Vie de Saint Fridolin
Le premier récit concernant Saint Fridolin est une hagiographie (texte racontant la vie d'un saint) – Vita Sancti Fridoloni – écrite entre 960 et 970 par Balther von Säckingen, moine aux monastères de Saint Gall et Säckingen, puis évêque de Spire en Allemagne. L’évêque affirmera avoir lu le manuscrit dans un monastère en France et réécrit après l’avoir mémorisé.
Fridolin, prénom d’origine germanique, formé de Frido - paix et de Lind – doux, serait né en Irlande vers 464 dans une famille royale, sinon noble et riche.
Après ses études dans un monastère irlandais, il décide de ne se consacrer qu’à Dieu, et se fait ordonner prêtre. S’étant séparé de tous ses biens terrestres, il commence son ministère dans son pays avant de se rendre en Gaule pour évangéliser les populations de l’Est encore en majorité païennes.
Il s’arrête d’abord à Poitiers pour prier sur la tombe de Saint Hilaire (310 – 397) pour lequel il avait une grande vénération. Mais la tombe avait disparu sous les ruines de l’église détruite par les wisigoths. Sa renommée de piété l’ayant précédé, il est nommé en 481 à la tête de l’abbaye fondée par Saint Hilaire qui lui apparut une nuit lui indiquant où se trouvaient ses reliques. Désireux de rétablir en plus grand une église digne du Saint, il se rend avec l’évêque de Poitiers – Adelphus – à la cour du roi des Francs, Clovis (466 – 511), afin d’obtenir des subsides pour la réalisation de son projet. Clovis, converti depuis 496 après la bataille de Tolbiac, l’accueillit avec bonté et lui accorda tout ce qu’il désirait.
Cependant Saint Hilaire lui réapparut lui demandant de se rendre sur l’île de Gallinara en Ligurie (Italie) pour y bâtir une église en son honneur. Cette tâche exécutée, Saint Fridolin se rendit en Lorraine, Alsace et Allemagne, y fondant églises et monastères, avant de s’installer, guidé par une relique de Saint Hilaire qu’il avait emportée en quittant Poitiers, dans une île du Rhin près de l’actuel Bad Säckingen. Cependant il se heurta rapidement à l’hostilité des riverains qui venaient y faire paître leurs troupeaux.

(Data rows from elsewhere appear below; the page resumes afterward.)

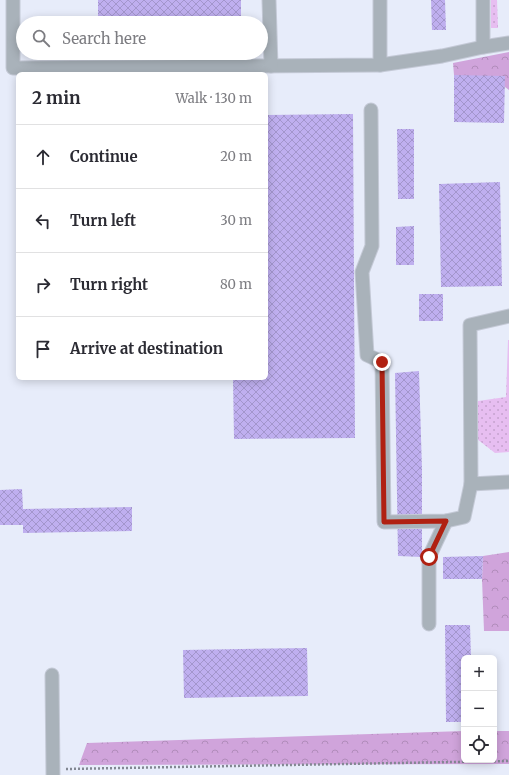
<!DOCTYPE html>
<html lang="en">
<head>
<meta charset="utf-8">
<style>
	body { margin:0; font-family:Merriweather,serif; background:#f2f2f3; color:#2b2b33 }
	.controls { position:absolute; right:12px; bottom:12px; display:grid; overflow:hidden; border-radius:6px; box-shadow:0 2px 10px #0003 }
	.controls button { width:36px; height:36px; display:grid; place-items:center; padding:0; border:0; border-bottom:1px solid #e1e1e2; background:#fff; color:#2b2b33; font:20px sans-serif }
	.stop { position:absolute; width:12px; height:12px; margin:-9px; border:3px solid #b02112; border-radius:50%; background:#fff }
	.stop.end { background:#b02112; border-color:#fff; box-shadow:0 1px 4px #0008 }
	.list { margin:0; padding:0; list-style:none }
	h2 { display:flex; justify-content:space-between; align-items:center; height:52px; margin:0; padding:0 16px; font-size:17px }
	h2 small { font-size:13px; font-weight:400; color:#7c7c81 }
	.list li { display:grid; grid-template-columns:26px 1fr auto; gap:12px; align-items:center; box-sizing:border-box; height:64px; padding:0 16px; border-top:1px solid #e1e1e2 }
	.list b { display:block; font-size:15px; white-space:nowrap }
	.list em { font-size:13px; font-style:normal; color:#7c7c81 }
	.icon { flex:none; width:22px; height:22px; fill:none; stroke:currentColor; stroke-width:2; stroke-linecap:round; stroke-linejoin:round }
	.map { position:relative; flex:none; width:509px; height:775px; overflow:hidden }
	.search { position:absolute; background:#fff; box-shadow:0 2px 10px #0003; left:16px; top:16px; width:252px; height:44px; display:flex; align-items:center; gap:10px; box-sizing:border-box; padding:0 14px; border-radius:22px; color:#7c7c81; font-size:15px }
	.panel { position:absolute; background:#fff; box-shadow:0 2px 10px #0003; left:16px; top:72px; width:252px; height:308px; border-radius:6px }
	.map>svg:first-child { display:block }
	.grass { fill:url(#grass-dots) }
	.forest { fill:url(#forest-crowns) }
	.building { fill:url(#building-cross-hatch) }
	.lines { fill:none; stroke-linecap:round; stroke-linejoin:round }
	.minor-casing { stroke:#c4c9d6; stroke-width:15 }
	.path { stroke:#828792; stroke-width:2.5; stroke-dasharray:2 2; stroke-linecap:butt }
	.minor { stroke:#a9b2ba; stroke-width:13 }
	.route { stroke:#b02112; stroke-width:5 }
</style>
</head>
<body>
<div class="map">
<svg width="509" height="775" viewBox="0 0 509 775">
	<defs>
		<pattern id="grass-dots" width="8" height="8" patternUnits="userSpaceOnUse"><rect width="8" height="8" fill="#e7bef1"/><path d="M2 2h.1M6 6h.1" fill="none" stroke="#c5a2ce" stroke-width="1.8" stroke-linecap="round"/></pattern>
		<pattern id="forest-crowns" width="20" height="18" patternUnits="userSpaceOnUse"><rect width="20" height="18" fill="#d0a4db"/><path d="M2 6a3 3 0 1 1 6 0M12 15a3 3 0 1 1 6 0" fill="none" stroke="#b18cbb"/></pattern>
		<pattern id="building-cross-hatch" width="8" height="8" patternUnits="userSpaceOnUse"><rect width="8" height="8" fill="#bfafef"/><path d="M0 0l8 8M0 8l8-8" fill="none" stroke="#a396cc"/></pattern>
	</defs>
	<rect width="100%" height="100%" fill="#e7ecfa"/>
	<g class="grass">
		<polygon points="491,0 497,0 498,28 491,28"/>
		<polygon points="508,340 509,340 509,452 495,453 477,439 478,401 506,397"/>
	</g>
	<g class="forest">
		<polygon points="509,52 509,90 505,87 454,75 453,63"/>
		<polygon points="509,552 509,631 484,631 482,579 483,556"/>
		<polygon points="464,731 464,760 494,760 494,731 509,731 509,764 79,765 87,743"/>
	</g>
	<g class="building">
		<rect x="98" y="0" width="143" height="23"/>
		<polygon points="431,0 445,0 446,30 432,30"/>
		<rect x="69" y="53" width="52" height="8"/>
		<polygon points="454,75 505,76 504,123 454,122"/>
		<polygon points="353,114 355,438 234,439 233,378 266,378 266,115"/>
		<polygon points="397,129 414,129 414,199 398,199"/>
		<polygon points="500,182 502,286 441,287 439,184"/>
		<polygon points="414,226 414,265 396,265 396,227"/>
		<rect x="419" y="294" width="24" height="27"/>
		<polygon points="419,371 422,470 422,557 398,556 395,373"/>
		<polygon points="22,489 23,509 132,507 132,531 23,533 23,525 0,525 0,490"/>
		<polygon points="483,556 482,579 443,579 443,557"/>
		<polygon points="445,625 470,625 471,658 464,658 464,722 446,722"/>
		<polygon points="307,648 308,696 184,698 183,650"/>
	</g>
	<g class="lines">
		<g class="minor-casing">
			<g id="minor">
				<polyline points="13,0 13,68 380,65 442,56 483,47 509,43"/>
				<polyline points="269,0 271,66"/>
				<polyline points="483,47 483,0"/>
				<polyline points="380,65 380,0"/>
				<polyline points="371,110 372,246 362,272 367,355 382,362 384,522 446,521 464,517 471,484"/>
				<polyline points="509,316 470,325 471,484 509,482"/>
				<polyline points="429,624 429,557 446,521"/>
				<polyline points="52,675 53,775"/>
			</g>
		</g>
		<polyline class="path" points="66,769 509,761"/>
		<use href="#minor" class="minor"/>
	</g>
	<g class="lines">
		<polyline class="route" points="382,362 384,522 446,521 429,557"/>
	</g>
</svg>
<div class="controls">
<button>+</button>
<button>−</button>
<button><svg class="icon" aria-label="locate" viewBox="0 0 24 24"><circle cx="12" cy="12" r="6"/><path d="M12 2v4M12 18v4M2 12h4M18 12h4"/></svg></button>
</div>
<div class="stop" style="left:429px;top:557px"></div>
<div class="stop end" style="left:382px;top:362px"></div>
<div class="search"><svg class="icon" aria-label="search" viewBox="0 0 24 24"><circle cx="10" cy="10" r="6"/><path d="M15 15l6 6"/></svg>Search here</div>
<section class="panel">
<h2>2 min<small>Walk · 130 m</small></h2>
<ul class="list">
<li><svg class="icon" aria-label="ahead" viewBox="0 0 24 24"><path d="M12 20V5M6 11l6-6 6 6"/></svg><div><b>Continue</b></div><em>20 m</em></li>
<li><svg class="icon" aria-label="left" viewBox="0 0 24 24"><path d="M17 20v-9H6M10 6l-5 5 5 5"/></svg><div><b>Turn left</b></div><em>30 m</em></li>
<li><svg class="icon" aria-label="right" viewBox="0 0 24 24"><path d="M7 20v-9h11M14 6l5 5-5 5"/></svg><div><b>Turn right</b></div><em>80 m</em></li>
<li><svg class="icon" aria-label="arrive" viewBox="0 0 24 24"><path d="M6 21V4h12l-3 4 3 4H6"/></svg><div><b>Arrive at destination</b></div></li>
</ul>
</section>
</div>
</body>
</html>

Pour le théologien Adrien Baillet (1649 – 1706) dans son œuvre sur la vie des Saints, Saint Fridolin obtint de Clovis un document lui octroyant la possession de l’île. En attendant la construction du monastère qu’il voulait édifier avec ses compagnons, il logeait chez un homme riche et puissant nommé Wacher qui l’aida de sa fortune. Mais à la mort de son protecteur le roi Clovis, ses ennemis lui contestèrent la possession de l’île et le traînèrent en justice. Saint Fridolin implora l’aide de Dieu et, après une nuit de prière, le cours du Rhin avait changé de côté. Devant ce miracle, riverains et juges reconnurent son bon droit et l’aidèrent à terminer les travaux des deux monastères, l’un pour les hommes, l’autre pour les femmes dont la fille de Wacher devint la première abbesse.
Cependant, l’évêque Balther nous relate la possession définitive de l’île par Saint Fridolin grâce à un autre miracle, et c’est celui-ci dont s’emparera l’iconographie. Saint Fridolin avait converti un riche propriétaire du nom d’Urso qui lui légua, non seulement l’île, mais toutes ses propriétés dans l’actuel canton de Glaris en Suisse. Mais le frère d’Urso, Landolf, contesta cette donation et convoqua le Saint devant un tribunal. Celui-ci, après une nuit de prière se rendit sur la tombe d’Urso qui ressuscita et, en état de squelette, l’accompagna devant les juges pour confirmer sa donation et la bonne foi du Saint - Historiquement la donation du canton de Glaris au monastère de Säckingen date de Louis le Germanique (806 – 876) dont la fille Berthe était l’abbesse.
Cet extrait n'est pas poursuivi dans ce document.